[Problem details]:
If a line in the records contains the string "lists", show that line.

[Supplied records]:
=-=-=
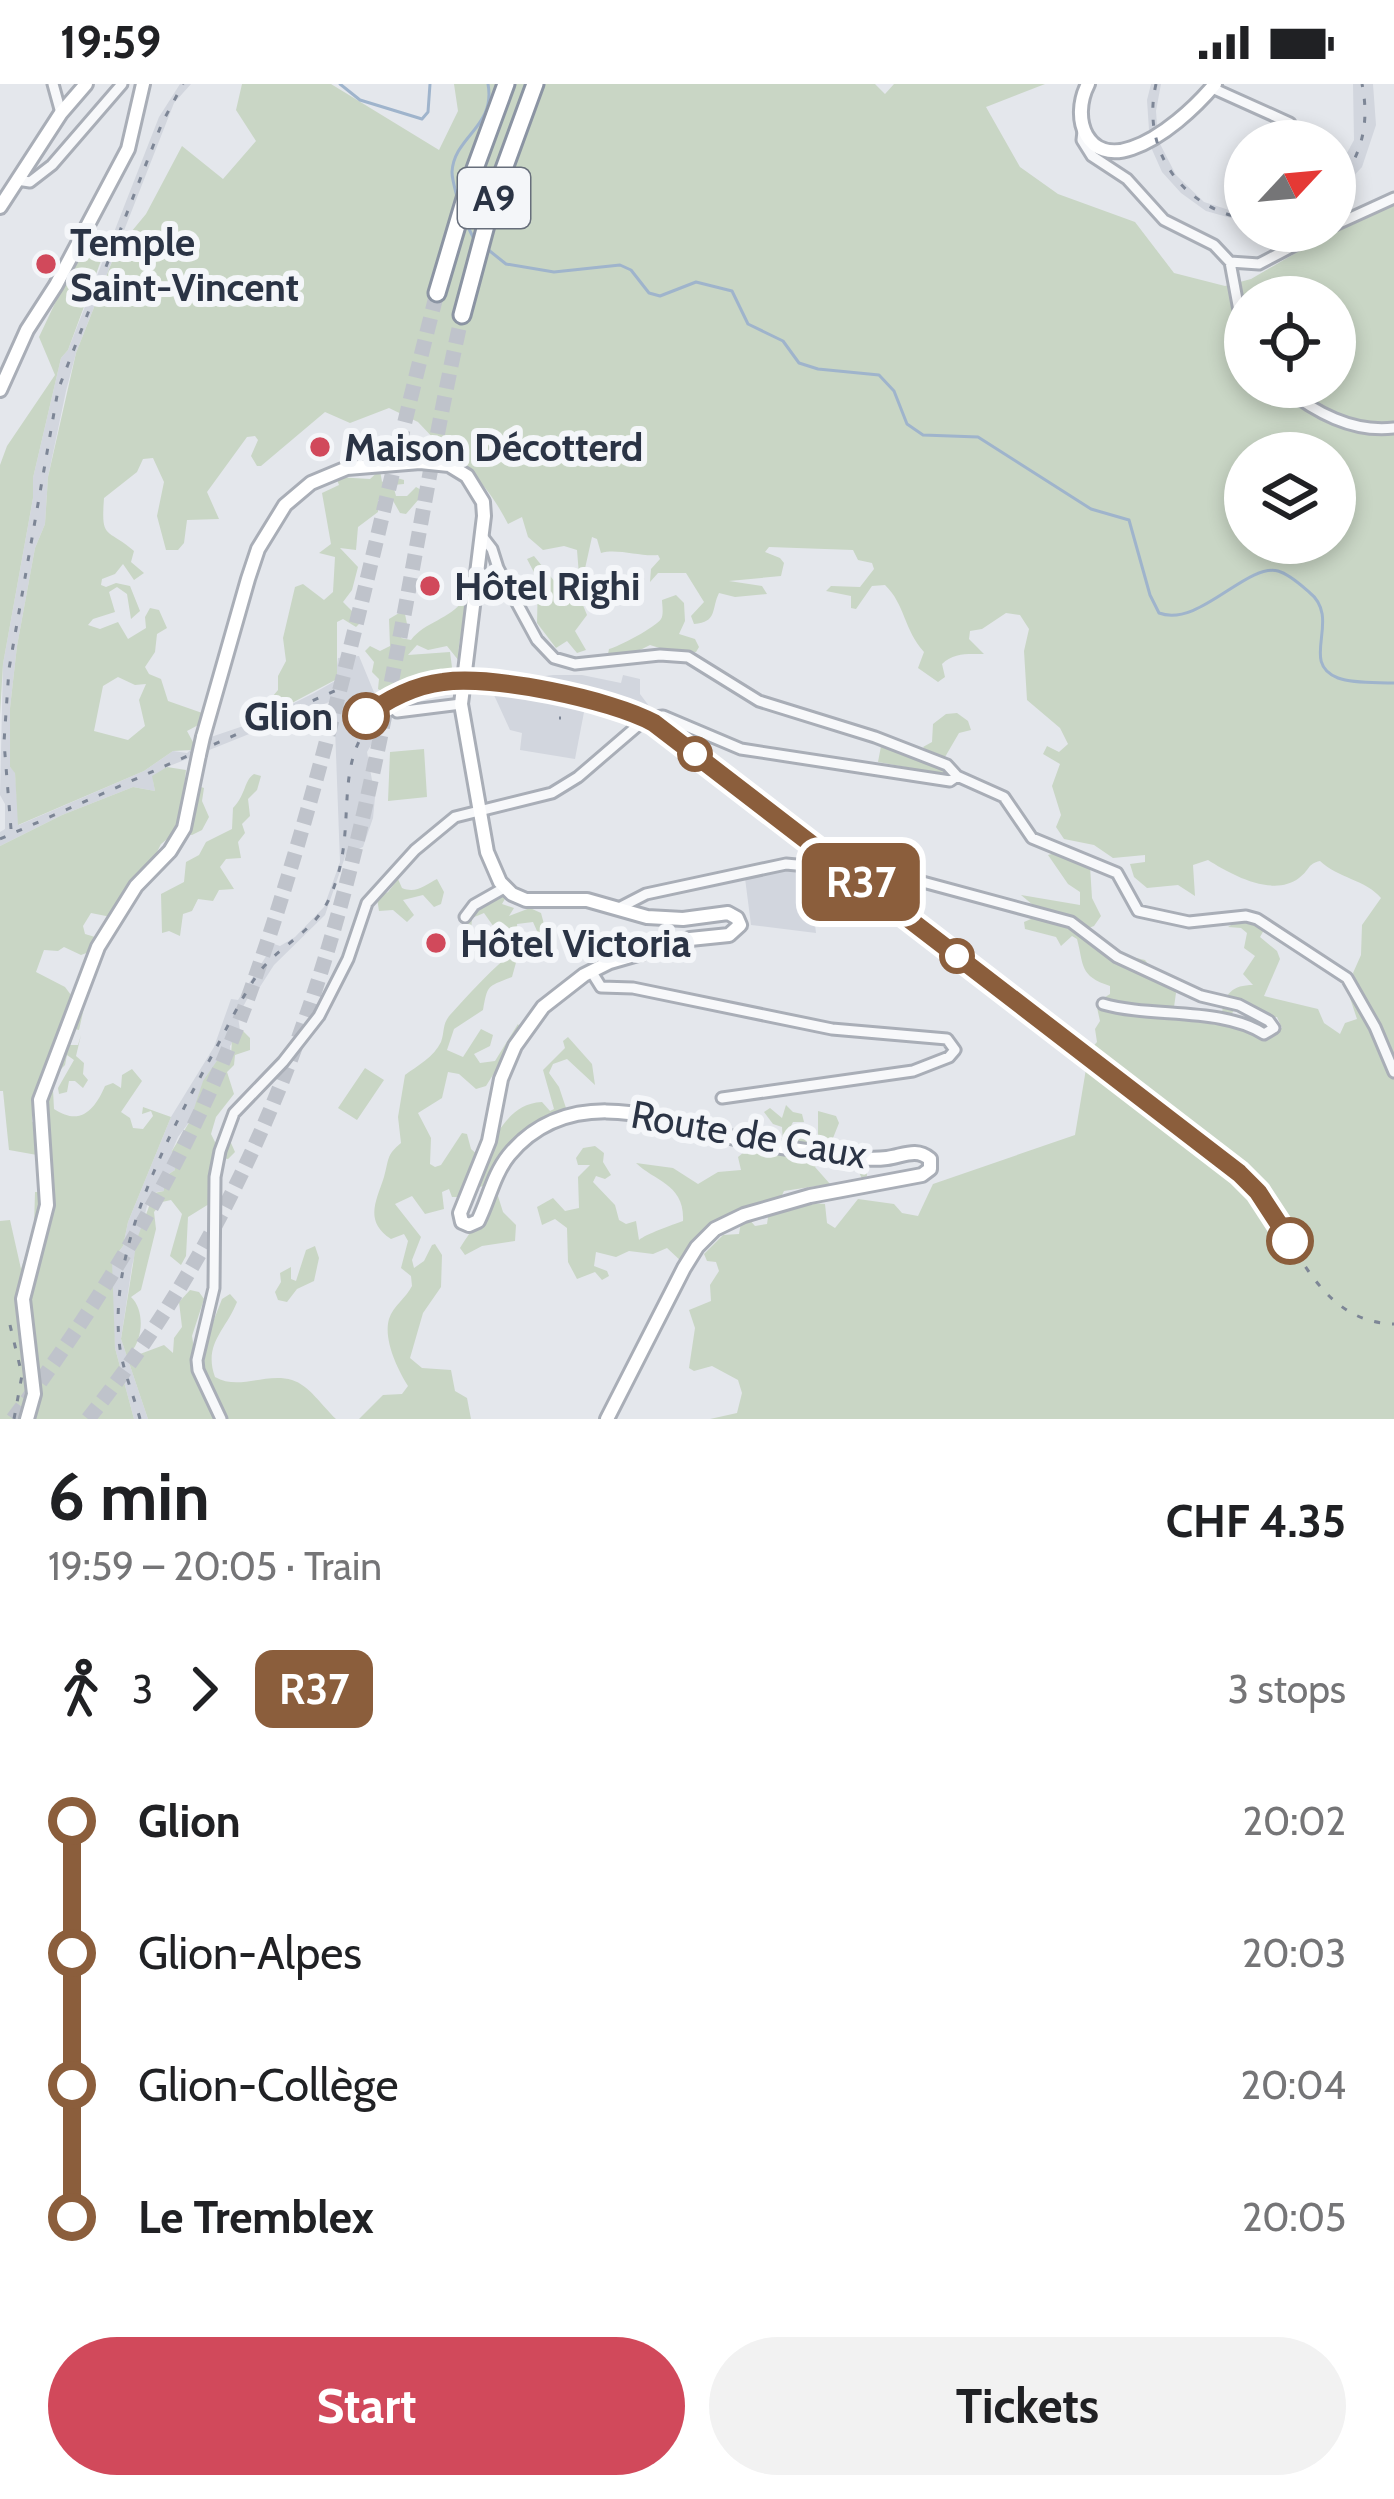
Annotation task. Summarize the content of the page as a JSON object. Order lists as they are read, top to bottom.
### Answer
=-=-=
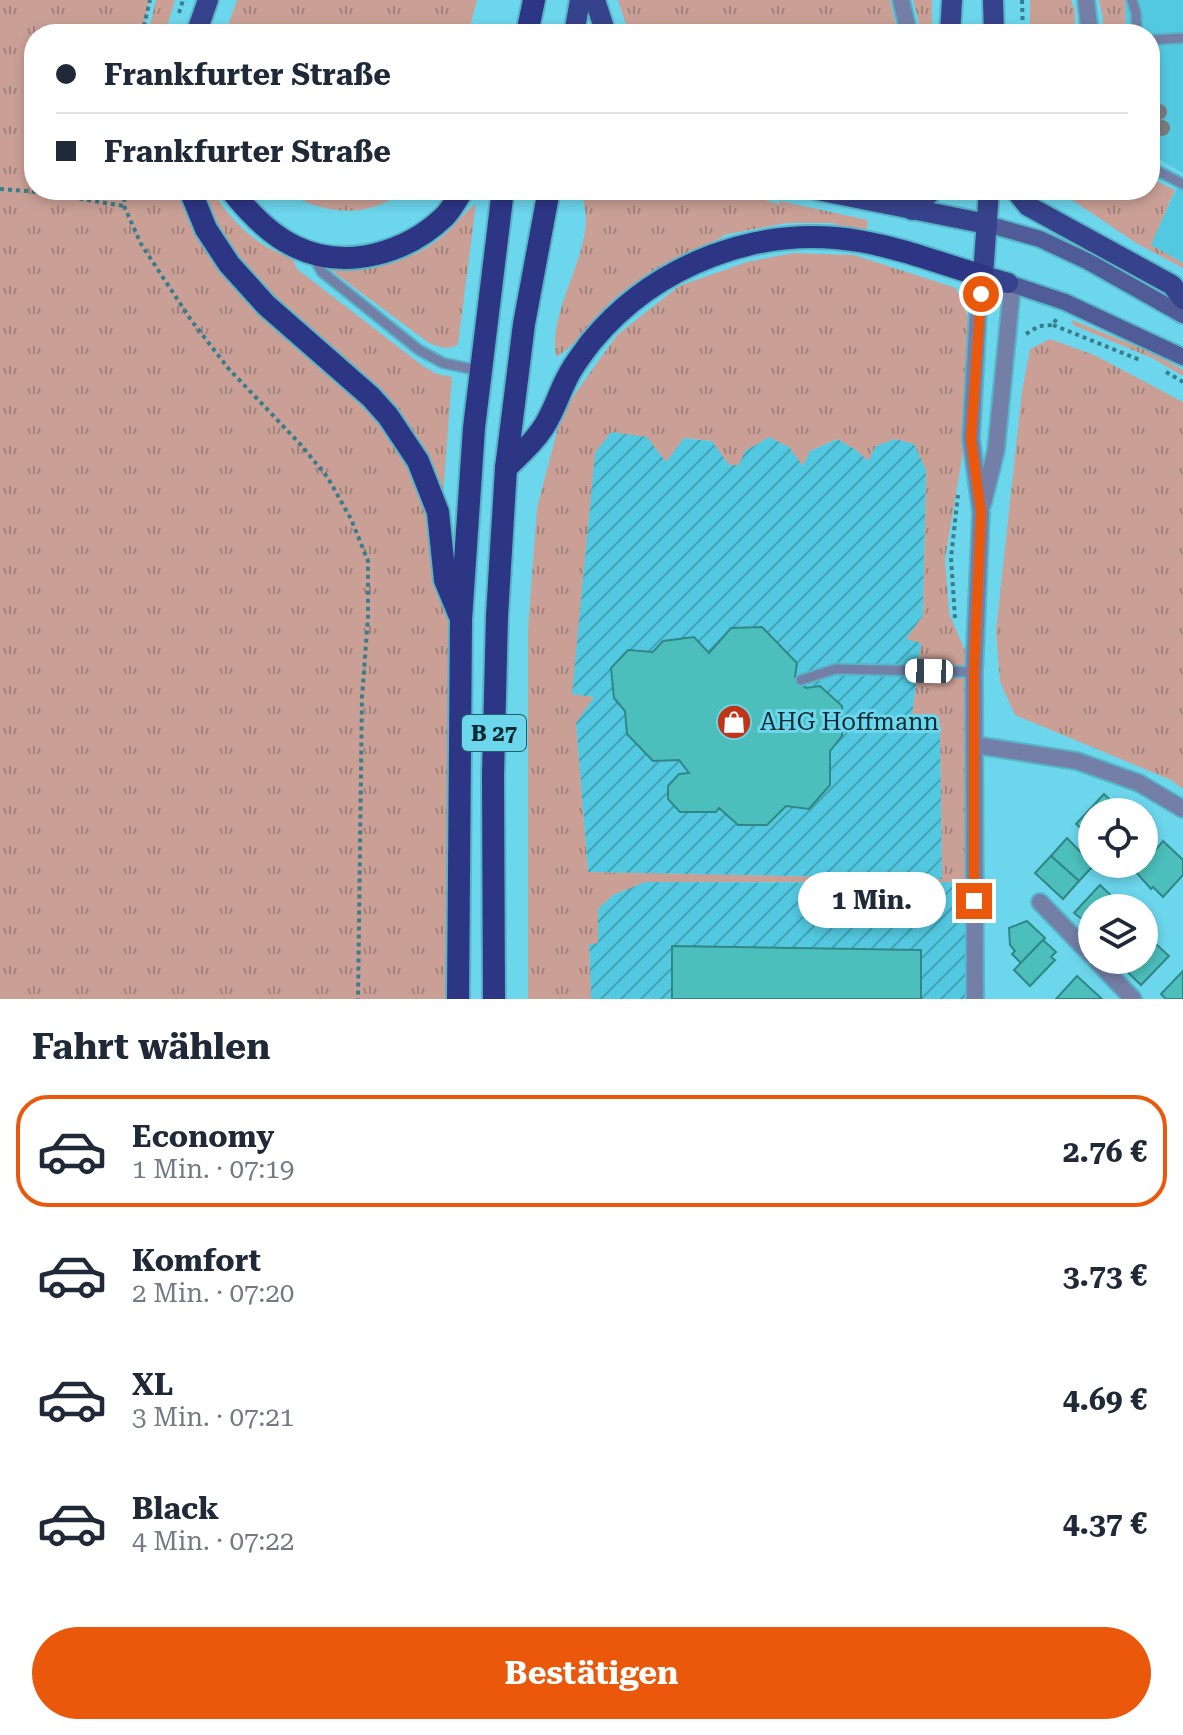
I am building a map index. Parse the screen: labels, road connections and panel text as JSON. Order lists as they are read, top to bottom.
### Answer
=-=-=
[Task result]:
Annotation task. Summarize the content of the page as a JSON object. Order lists as they are read, top to bottom.
I am building a map index. Parse the screen: labels, road connections and panel text as JSON. Order lists as they are read, top to bottom.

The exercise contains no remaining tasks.